Anticancer Compounds Designed to Poison Topoisomerase I

Period of Performance: 07/01/1999 - 06/30/2000

Unknown

Phase 1 SBIR

Recipient Firm

Decode Biostructures
Bainbridge Island, WA 98110
Principal Investigator

Abstract

Human topoisomerase I (topoI) is the sole intracellular target of camptothecin (CPT) and other "topo I poisons," some of which are among the most promising anticancer drugs ever identified. Emerald BioStructures, Inc. is actively engaged in a Phase I SBIR study that seeks to elucidate the X-ray crystal structure(s) of human topo I in complex with camptothecin (CPT) and derivatives thereof. We now seek "Flexible" SBIR funds to broaden the scope of our structure-based approach toward designing new anticancer compounds.
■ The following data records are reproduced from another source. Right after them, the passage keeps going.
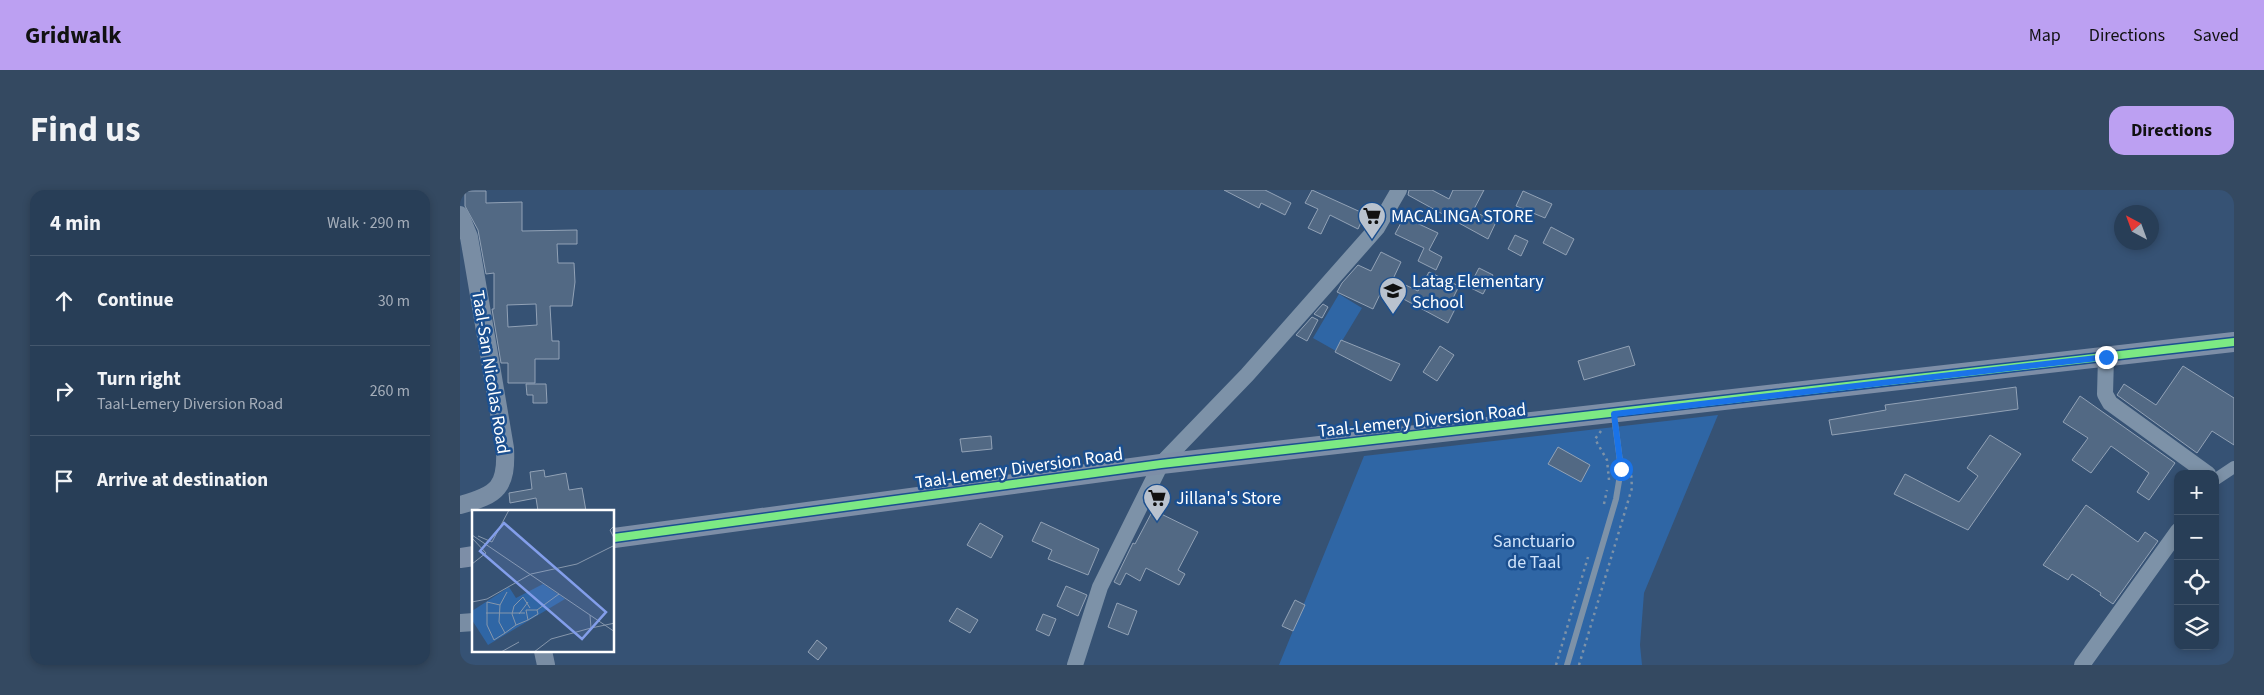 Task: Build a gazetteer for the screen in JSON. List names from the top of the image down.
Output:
{
  "streets": {
    "main road": ["Taal-San Nicolas Road", "Taal-Lemery Diversion Road"]
  },
  "parks": ["Sanctuario de Taal"],
  "places": {
    "supermarket": ["MACALINGA STORE", "Jillana's Store"],
    "school or university": ["Latag Elementary School"]
  },
  "north": "top left",
  "page": {
    "header": "Gridwalk",
    "nav": ["Map", "Directions", "Saved"],
    "title": "Find us",
    "buttons": "Directions",
    "heading": ["4 min", "Walk · 290 m"],
    "list": [
      ["Continue", "30 m"],
      ["Turn right", "Taal-Lemery Diversion Road", "260 m"],
      "Arrive at destination"
    ],
    "map_buttons": ["+", "−"]
  }
} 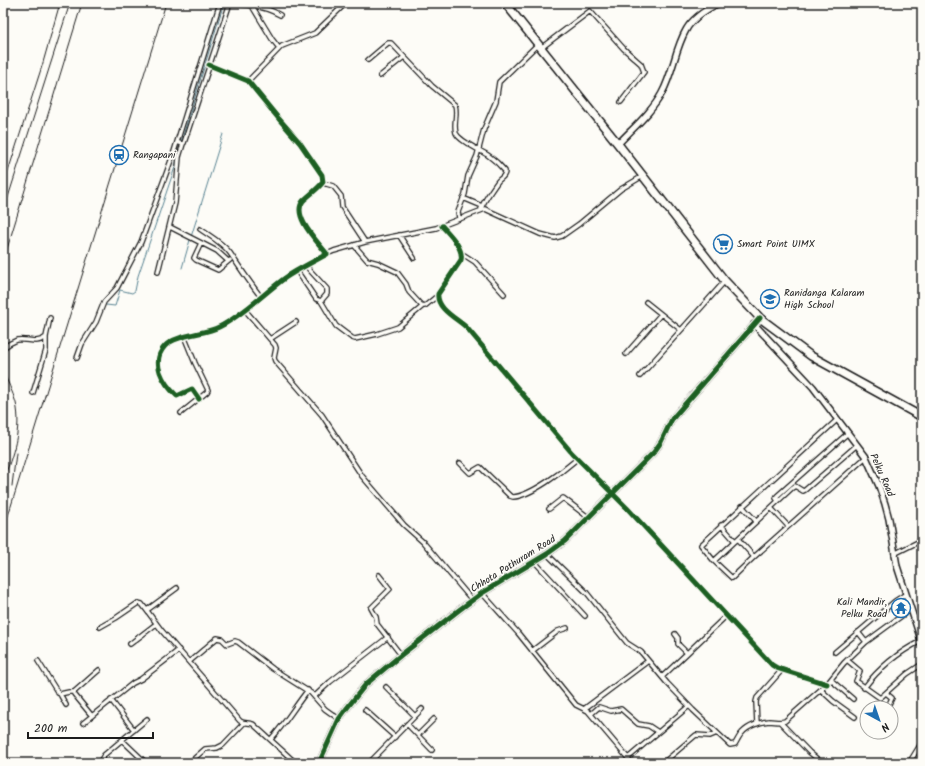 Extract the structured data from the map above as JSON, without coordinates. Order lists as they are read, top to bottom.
{
  "streets": {
    "street": ["Pelku Road", "Chhota Pathuram Road"]
  },
  "crossings": [
    ["Pelku Road", "Chhota Pathuram Road"]
  ],
  "places": {
    "station": ["Rangapani"],
    "supermarket": ["Smart Point U1MX"],
    "school or university": ["Ranidanga Kalaram High School"],
    "temple": ["Kali Mandir, Pelku Road"]
  },
  "scale_bar": "200 m",
  "north": "bottom right"
}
We propose to determine the X-ray crystal structures of human topo I in complex with novel indolocarbazoles and other non-CPT poisons that have demonstrated promising anticancer activities. The information gained from this endeavor will enable the intelligent Phase II design and synthesis of proprietary anticancer compounds that incorporate important structural features from a variety of topo I poisons. We also intend to pursue the X-ray crystal structures of CPT-resistant mutants of human topo I, as well as the complex formed between human topo I and SV40 Large T-antigen, a helicase that has been shown to interact with topo I (recapitulating a common theme in topoisomerase biology). These additional structure determinations will provide insights into the molecular mechanisms of drug resistance and the roles of other proteins in defining drug sensitivity, an essential component of any modern drug design effort. PROPOSED COMMERCIAL APPLICATION: The proposed research has immense commercial and humanitarian value since it will enable the rational design of new anticancer compounds that might one day be used to relieve the suffering of over 1.4 million people diagnosed with cancer each year in the U.S., and which spend an estimated $35 billion on available treatments. Success in Phase I is expected to provide multiple opportunities for collaborative research contracts with larger pharmaceutical companies that are developing topo I poisons for treatment of human cancers. In addition, the information gained from the X-ray structure determinations of the human topo I- poison complexes would form the basis for several patient applications on totally new classes of topo I poisons.